No part can be made exactly to specification. There will always be some error in the process that makes that part. So, when parts are designed, the designers tell the machinist, in the case of a machined part, just how much error they are willing to take—the tolerance. Tolerances appear on most dimensions in an engineering drawing, like the one shown in figure 1, where the overall width of that part is 4.00 ±0.02. That means that once built, that dimension must be between 3.98 to 4.02.

All this works well when parts are used in a simple assembly. For complex assemblies, involving many parts and tight tolerances, a situation can occur where each part is made within specification but all the tolerances stack up such that the completed assembly won’t work. 

In the example in figure 2 we have Assembly ABC made up of Parts A, B, and C. These parts, once assembled, must fit into the slot on Part D. As designed, Assembly ABC will have a nominal height of 0.75 and will easily fit into the slot in Part D, whose slot has a nominal width of 0.76.

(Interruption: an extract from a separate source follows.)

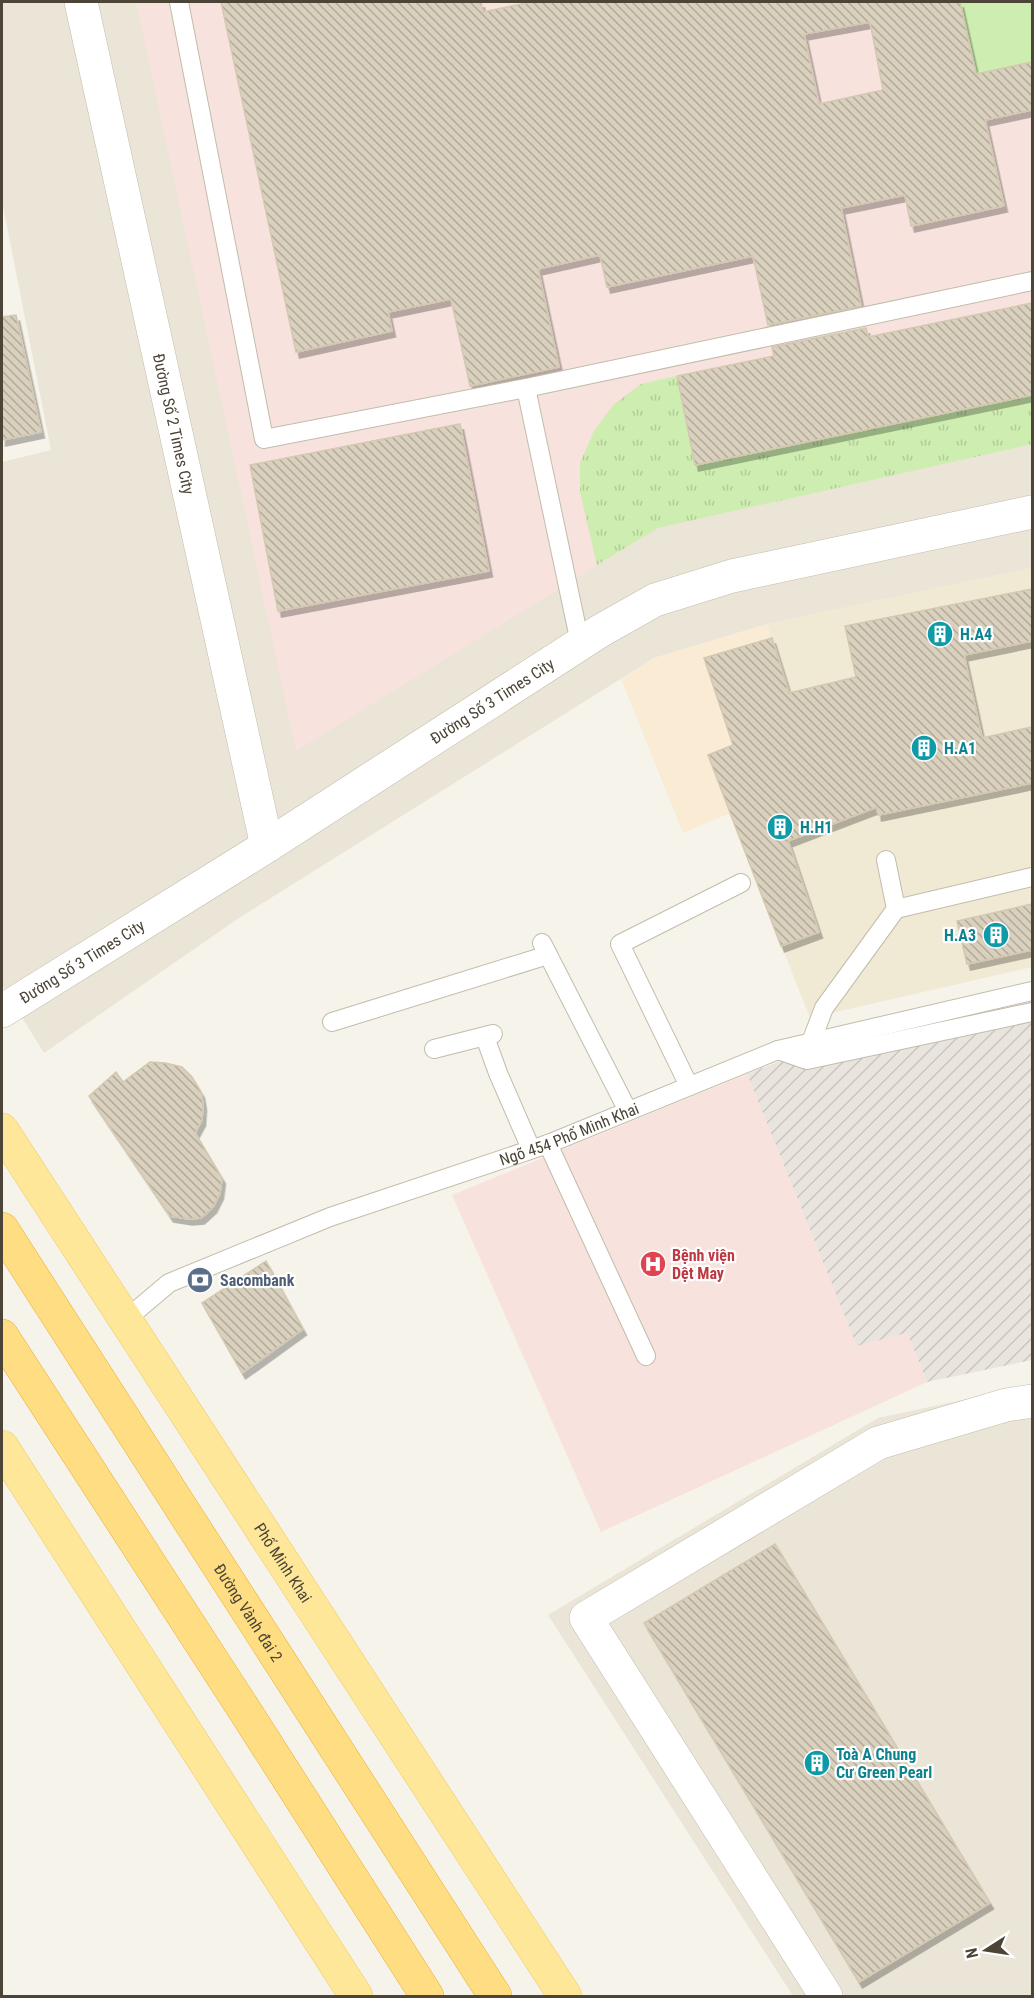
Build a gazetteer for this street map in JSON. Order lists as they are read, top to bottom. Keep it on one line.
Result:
{"streets":{"highway":["Đường Vành đai 2"],"main road":["Phố Minh Khai"],"street":["Đường Số 2 Times City","Đường Số 3 Times City"],"lane":["Ngõ 454 Phố Minh Khai"]},"crossings":[["Đường Số 2 Times City","Đường Số 3 Times City"],["Ngõ 454 Phố Minh Khai","Phố Minh Khai"]],"places":{"building":["H.A4","H.A1","H.H1","H.A3","Toà A Chung Cư Green Pearl"],"hospital":["Bệnh viện Dệt May"],"bank":["Sacombank"]},"north":"left"}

Once all the parts have been machined, the tolerances of Parts A, B, and C add up to create an assembly measuring 0.765, which is bigger than the slot in Part D, 0.763. Every part was built to spec, but the final assemblies won’t fit due to tolerance stacking.

Figure 2: In this example of tolerance stack-up, even though all parts are built within tolerance, the final assemblies won't fit together.

Fortunately, this problem is well understood and designers and design software can detect if tolerance stacking will be a problem. The issue can then be addressed at the design stage.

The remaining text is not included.